------ DATA IN THIS EXERCISE

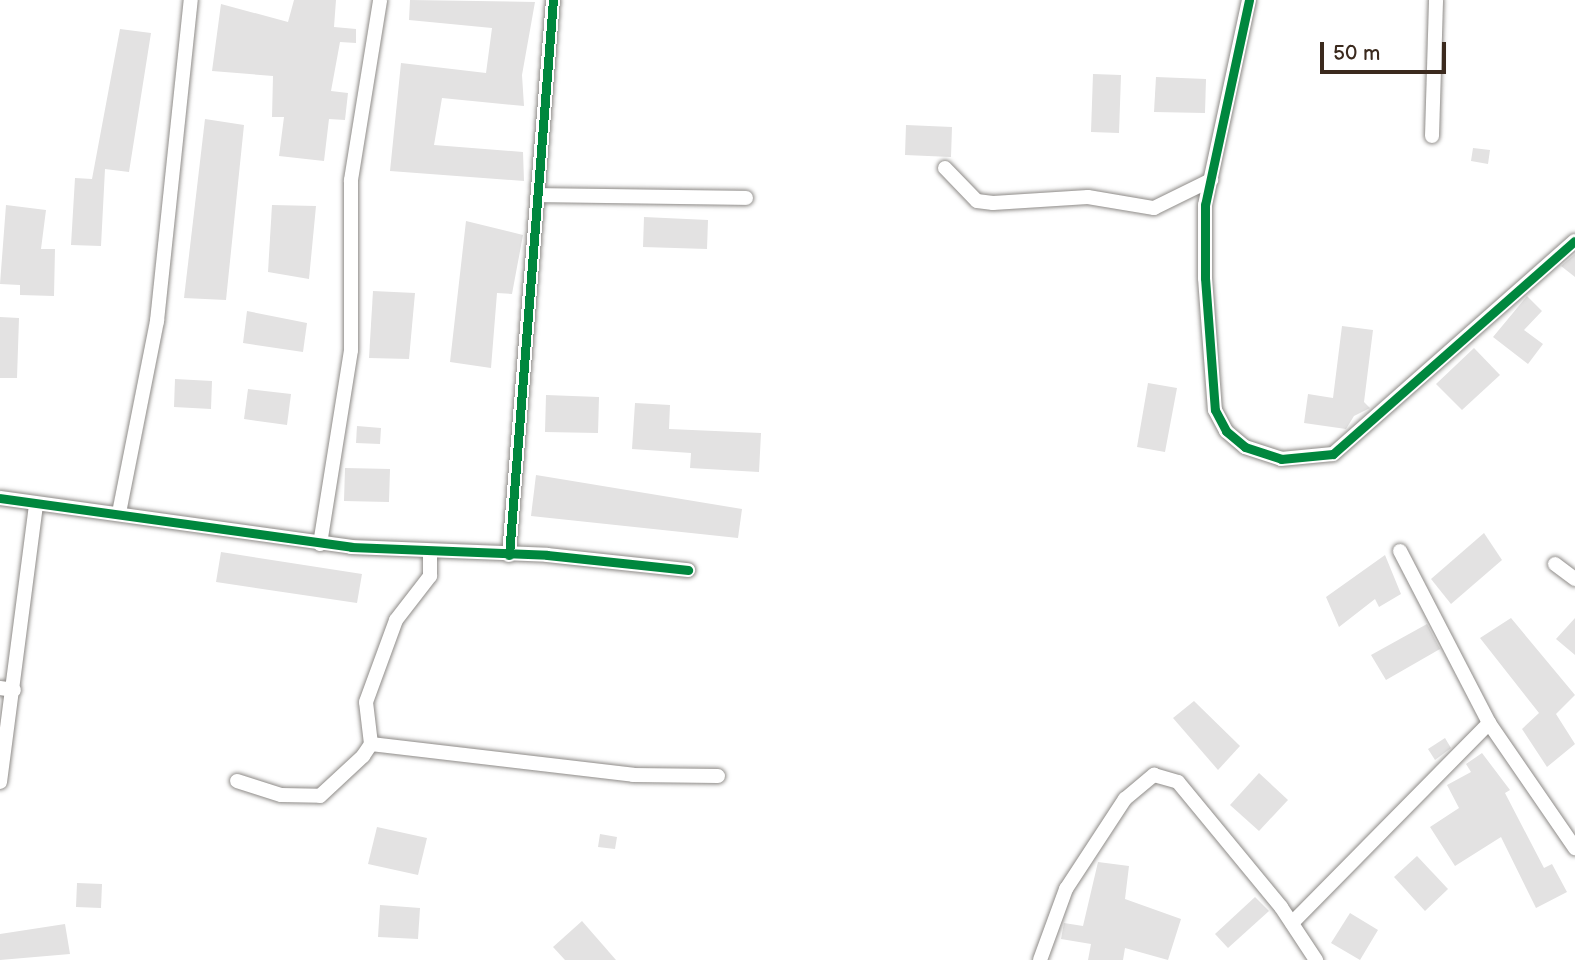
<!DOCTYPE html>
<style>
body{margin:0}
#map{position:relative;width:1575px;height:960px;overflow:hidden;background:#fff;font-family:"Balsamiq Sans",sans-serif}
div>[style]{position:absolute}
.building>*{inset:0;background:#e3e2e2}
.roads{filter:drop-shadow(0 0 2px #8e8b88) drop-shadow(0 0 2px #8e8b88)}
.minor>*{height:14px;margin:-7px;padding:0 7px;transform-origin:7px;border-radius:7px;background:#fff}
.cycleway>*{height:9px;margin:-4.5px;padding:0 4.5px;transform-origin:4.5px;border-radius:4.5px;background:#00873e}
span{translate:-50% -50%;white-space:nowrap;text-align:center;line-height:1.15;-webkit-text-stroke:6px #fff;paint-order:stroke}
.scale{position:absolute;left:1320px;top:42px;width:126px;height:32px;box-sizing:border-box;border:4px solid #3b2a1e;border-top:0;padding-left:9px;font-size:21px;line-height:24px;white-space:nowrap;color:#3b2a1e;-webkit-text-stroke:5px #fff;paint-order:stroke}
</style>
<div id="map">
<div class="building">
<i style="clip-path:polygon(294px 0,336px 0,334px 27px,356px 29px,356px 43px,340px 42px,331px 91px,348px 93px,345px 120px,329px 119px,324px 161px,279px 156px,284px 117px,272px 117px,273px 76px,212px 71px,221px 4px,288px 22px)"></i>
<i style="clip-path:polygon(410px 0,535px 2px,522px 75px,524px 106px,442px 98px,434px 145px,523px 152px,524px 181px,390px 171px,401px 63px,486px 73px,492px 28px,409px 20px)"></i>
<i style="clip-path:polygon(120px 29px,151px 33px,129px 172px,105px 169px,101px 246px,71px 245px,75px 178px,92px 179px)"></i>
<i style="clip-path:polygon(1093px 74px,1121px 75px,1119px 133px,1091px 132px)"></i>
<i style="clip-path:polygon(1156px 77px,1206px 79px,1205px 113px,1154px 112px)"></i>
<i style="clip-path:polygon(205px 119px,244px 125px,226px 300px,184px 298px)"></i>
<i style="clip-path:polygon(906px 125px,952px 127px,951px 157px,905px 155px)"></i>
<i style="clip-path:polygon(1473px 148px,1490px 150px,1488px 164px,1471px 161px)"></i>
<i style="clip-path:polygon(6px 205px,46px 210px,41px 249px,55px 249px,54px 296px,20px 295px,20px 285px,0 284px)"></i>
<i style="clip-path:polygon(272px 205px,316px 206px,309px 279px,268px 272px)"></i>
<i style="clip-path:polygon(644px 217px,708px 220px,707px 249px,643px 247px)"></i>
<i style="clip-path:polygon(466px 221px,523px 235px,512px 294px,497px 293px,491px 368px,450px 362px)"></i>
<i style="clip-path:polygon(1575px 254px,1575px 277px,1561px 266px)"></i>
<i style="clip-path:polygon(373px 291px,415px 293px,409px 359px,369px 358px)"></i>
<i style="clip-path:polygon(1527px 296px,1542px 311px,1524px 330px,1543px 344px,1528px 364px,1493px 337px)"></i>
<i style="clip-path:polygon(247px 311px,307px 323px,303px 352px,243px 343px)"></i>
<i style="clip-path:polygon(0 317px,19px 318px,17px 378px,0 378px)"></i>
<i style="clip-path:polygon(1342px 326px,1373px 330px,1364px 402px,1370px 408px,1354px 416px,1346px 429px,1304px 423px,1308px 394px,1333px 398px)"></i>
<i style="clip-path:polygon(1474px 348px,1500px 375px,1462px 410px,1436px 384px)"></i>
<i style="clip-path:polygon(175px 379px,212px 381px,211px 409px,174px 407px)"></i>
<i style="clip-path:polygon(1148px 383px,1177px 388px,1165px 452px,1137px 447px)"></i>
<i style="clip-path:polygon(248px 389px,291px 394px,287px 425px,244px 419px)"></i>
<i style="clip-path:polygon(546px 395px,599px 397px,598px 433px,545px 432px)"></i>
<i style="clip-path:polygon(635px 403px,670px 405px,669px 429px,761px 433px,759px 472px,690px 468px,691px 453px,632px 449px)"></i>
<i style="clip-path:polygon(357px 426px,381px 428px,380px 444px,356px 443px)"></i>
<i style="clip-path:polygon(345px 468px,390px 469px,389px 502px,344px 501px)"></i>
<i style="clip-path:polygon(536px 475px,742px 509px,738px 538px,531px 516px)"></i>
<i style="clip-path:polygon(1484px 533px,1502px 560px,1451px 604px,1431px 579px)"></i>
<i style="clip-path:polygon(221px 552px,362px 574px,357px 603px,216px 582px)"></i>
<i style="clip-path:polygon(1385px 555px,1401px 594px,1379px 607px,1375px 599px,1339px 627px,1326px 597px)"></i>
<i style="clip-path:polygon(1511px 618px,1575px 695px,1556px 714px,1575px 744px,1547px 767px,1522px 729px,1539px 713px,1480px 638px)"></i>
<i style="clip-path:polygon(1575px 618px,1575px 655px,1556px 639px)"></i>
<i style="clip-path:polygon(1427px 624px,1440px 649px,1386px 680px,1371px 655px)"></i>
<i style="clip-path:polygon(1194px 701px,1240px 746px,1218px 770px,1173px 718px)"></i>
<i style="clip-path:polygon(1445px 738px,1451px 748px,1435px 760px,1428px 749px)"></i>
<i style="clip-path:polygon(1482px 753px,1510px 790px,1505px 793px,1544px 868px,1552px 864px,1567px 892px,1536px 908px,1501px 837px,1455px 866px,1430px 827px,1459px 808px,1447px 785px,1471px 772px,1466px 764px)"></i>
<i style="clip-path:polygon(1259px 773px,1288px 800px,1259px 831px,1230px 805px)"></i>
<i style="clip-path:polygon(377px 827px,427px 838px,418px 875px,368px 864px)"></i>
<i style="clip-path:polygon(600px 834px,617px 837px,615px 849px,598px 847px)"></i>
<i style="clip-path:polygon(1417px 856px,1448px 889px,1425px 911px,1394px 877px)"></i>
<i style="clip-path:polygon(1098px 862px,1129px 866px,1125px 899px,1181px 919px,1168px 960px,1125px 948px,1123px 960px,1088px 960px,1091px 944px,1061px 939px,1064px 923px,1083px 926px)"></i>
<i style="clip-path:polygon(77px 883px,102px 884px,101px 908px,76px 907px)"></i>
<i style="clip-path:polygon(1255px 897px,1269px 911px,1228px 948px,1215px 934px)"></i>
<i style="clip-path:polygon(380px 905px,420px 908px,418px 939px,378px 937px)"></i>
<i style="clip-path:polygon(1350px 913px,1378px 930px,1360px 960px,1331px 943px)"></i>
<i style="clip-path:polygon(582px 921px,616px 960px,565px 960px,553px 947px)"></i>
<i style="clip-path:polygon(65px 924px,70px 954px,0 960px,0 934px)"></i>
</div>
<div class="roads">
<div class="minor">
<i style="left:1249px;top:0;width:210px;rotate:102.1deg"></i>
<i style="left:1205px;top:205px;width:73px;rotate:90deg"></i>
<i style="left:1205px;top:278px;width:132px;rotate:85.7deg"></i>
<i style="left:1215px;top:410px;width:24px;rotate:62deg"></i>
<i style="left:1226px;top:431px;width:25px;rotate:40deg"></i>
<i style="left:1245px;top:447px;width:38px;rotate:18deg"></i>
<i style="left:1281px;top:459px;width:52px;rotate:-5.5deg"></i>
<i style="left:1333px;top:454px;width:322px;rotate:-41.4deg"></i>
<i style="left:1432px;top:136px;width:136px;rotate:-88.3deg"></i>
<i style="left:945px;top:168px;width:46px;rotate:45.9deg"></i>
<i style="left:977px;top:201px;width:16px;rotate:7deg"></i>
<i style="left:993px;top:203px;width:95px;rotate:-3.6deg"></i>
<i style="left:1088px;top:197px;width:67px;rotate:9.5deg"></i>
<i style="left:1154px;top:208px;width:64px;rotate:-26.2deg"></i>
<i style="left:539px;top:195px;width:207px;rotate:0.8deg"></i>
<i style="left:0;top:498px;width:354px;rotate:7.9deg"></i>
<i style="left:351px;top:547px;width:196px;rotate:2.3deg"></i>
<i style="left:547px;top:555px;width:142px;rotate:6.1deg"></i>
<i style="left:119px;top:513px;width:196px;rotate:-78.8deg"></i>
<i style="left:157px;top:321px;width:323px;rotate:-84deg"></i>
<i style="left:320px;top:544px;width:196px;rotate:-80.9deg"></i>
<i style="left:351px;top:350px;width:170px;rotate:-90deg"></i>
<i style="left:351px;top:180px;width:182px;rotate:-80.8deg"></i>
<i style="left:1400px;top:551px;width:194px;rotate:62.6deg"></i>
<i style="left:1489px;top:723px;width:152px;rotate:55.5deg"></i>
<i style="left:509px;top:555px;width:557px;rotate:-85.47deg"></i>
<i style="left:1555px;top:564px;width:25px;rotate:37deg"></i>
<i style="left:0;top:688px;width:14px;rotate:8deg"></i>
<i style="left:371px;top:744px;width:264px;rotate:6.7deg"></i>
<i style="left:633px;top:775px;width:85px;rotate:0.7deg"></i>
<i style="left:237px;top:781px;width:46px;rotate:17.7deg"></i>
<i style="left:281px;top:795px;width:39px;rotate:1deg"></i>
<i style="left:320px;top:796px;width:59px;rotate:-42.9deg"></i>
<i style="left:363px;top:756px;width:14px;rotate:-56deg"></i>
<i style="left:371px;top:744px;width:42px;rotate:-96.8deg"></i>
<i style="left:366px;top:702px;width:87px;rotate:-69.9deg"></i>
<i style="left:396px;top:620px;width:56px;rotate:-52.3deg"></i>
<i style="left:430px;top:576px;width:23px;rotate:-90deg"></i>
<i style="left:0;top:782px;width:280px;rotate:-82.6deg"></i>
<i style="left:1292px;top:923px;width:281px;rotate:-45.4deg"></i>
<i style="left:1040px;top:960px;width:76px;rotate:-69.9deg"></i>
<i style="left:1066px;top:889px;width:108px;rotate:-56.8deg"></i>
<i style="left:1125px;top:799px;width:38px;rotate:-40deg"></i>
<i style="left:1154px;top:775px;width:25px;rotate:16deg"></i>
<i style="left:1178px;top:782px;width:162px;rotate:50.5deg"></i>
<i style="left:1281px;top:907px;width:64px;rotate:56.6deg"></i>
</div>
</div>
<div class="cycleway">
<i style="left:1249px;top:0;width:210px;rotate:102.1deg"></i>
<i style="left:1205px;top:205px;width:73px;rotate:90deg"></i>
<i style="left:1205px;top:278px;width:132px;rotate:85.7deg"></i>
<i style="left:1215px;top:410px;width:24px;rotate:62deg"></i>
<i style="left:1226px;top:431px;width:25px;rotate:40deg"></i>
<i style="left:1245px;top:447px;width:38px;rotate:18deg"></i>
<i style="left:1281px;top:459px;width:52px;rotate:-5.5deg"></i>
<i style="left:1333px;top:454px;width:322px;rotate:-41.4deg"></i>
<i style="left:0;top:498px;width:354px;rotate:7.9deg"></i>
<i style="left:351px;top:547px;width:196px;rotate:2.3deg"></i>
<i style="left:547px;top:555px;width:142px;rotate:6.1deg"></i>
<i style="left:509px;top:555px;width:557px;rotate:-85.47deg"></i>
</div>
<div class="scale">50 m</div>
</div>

------------
------ DATA IN THIS EXERCISE

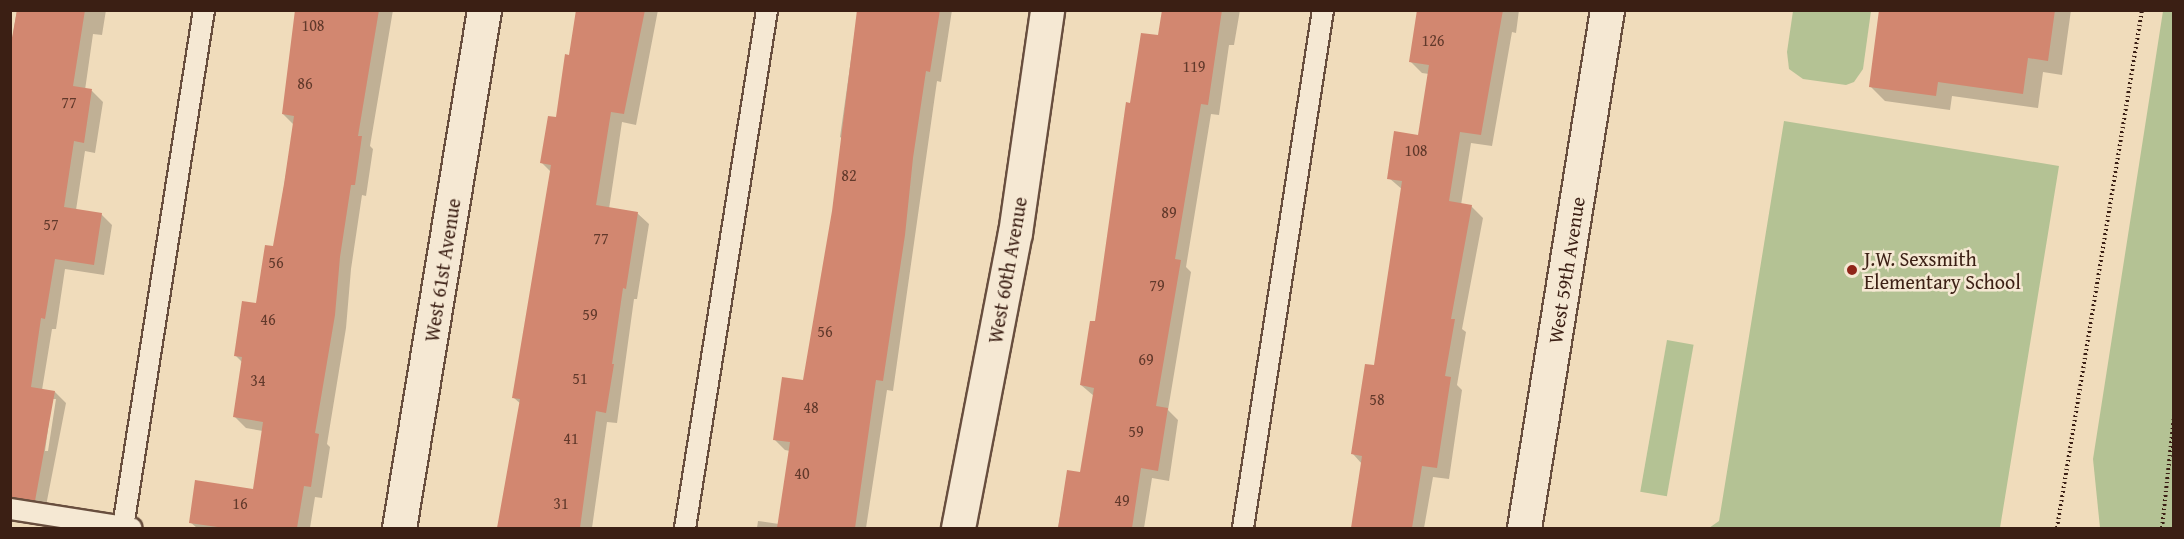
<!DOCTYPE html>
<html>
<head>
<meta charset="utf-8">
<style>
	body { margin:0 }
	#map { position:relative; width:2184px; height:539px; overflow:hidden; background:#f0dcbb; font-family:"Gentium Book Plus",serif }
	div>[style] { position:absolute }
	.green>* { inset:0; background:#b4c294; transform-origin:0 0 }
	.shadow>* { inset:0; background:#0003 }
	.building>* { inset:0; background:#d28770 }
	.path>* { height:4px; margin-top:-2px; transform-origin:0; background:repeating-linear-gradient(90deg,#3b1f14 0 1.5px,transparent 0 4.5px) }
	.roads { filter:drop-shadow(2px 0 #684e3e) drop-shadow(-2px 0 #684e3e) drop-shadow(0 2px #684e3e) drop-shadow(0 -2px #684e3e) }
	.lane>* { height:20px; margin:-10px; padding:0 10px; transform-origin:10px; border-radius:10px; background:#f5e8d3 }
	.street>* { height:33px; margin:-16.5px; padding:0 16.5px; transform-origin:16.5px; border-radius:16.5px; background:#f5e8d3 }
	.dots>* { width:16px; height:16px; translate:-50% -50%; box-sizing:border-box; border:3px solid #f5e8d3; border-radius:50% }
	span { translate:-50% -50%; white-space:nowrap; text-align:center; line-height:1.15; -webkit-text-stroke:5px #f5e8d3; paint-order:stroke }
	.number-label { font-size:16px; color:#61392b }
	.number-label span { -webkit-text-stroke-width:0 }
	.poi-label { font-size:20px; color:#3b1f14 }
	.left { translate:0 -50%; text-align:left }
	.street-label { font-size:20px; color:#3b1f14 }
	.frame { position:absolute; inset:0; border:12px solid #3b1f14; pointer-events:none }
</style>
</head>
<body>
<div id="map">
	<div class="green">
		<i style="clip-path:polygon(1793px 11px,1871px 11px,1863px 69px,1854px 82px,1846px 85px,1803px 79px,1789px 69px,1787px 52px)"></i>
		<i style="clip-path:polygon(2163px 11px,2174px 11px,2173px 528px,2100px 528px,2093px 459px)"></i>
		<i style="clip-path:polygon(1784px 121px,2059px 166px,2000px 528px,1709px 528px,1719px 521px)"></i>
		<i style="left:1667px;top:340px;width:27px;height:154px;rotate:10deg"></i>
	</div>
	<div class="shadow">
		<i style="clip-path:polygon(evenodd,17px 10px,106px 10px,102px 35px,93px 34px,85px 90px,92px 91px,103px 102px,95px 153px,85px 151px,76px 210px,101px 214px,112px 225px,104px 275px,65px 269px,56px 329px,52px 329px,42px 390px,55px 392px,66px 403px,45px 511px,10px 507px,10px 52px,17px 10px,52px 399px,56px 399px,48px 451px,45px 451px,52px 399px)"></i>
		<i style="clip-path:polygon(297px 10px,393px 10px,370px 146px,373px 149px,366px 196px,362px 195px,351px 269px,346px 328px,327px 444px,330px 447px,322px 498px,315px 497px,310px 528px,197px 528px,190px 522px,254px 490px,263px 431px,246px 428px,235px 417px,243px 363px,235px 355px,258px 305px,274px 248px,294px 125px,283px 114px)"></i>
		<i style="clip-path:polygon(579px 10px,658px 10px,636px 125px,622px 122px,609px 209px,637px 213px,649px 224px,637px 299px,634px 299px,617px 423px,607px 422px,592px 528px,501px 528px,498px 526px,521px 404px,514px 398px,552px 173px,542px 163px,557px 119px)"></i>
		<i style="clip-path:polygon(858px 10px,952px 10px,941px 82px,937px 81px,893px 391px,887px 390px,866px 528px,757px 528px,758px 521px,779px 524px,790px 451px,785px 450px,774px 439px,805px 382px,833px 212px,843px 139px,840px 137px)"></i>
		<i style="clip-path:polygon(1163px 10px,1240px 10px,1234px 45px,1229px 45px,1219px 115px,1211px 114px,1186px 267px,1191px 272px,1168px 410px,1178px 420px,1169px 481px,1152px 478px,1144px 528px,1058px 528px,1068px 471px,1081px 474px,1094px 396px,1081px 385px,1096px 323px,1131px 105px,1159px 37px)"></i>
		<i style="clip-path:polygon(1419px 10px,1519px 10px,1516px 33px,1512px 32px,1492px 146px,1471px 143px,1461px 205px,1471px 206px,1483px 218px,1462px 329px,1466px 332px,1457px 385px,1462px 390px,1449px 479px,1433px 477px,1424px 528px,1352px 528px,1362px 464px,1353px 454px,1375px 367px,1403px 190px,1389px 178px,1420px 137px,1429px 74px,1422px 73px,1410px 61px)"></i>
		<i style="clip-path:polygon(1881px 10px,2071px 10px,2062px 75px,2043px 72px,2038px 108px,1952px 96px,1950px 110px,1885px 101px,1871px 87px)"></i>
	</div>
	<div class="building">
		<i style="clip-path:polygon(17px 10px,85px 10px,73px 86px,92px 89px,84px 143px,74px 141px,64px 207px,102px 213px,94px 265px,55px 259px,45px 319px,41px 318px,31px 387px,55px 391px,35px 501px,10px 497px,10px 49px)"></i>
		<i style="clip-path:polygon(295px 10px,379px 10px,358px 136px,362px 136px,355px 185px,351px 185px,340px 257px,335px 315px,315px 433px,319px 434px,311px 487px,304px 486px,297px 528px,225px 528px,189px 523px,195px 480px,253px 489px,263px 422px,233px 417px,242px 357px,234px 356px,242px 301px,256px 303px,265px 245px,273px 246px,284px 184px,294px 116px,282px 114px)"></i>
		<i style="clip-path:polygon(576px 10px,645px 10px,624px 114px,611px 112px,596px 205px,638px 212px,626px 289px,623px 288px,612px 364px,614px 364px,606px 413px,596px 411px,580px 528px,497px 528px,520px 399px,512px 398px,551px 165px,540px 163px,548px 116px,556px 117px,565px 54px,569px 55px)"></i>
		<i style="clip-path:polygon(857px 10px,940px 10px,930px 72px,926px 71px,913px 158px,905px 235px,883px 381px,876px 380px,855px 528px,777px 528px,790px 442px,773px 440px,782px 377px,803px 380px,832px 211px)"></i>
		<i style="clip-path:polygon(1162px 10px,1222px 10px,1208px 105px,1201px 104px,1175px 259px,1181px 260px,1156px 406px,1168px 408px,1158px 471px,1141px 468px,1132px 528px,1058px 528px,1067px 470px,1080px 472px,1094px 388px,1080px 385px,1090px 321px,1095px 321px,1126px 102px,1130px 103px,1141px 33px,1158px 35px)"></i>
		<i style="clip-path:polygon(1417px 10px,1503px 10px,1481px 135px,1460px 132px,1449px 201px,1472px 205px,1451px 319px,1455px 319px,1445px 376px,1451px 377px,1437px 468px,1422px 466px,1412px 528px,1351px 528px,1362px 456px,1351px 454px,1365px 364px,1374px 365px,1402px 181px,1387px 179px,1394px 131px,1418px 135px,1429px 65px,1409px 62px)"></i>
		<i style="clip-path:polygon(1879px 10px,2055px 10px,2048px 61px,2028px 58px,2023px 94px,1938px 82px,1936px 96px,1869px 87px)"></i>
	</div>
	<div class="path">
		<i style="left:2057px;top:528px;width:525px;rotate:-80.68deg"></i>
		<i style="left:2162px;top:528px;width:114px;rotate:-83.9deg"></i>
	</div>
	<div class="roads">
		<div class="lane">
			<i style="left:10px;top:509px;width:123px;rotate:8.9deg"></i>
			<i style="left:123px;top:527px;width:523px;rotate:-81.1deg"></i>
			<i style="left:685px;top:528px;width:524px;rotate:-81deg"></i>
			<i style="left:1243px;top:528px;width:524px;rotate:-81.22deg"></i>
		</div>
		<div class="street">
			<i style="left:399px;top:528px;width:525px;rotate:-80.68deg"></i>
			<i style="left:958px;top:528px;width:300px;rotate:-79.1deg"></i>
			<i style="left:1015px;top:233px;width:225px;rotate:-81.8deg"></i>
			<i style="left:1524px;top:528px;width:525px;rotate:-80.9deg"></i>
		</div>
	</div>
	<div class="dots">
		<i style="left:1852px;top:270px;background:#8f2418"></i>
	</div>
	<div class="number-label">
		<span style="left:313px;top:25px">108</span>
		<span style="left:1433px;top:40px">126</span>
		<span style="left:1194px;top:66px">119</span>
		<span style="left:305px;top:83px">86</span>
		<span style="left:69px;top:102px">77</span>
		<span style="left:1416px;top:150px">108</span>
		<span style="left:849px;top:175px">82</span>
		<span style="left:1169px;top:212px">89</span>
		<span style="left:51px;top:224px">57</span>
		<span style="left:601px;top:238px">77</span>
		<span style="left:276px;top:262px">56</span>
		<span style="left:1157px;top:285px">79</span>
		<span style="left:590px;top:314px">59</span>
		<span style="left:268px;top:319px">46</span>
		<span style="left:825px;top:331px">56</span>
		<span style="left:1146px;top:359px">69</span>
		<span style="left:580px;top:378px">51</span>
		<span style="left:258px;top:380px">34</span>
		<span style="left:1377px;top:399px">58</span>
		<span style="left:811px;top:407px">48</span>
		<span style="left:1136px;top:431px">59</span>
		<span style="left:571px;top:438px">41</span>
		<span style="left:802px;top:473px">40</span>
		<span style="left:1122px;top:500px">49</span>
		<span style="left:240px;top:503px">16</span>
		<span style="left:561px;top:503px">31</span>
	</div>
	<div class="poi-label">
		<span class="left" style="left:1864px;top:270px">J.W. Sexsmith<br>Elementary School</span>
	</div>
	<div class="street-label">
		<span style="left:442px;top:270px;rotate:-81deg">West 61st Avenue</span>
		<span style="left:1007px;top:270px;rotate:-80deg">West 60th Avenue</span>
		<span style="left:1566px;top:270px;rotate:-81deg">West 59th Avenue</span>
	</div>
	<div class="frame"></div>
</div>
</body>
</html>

------------

● **TASK DIRECTIONS**
Scan the material line by line and report each one that contains "hidden".

● **FINISHED EXERCISE**
#map{position:relative;width:1575px;height:960px;overflow:hidden;background:#fff;font-family:"Balsamiq Sans",sans-serif}
	#map { position:relative; width:2184px; height:539px; overflow:hidden; background:#f0dcbb; font-family:"Gentium Book Plus",serif }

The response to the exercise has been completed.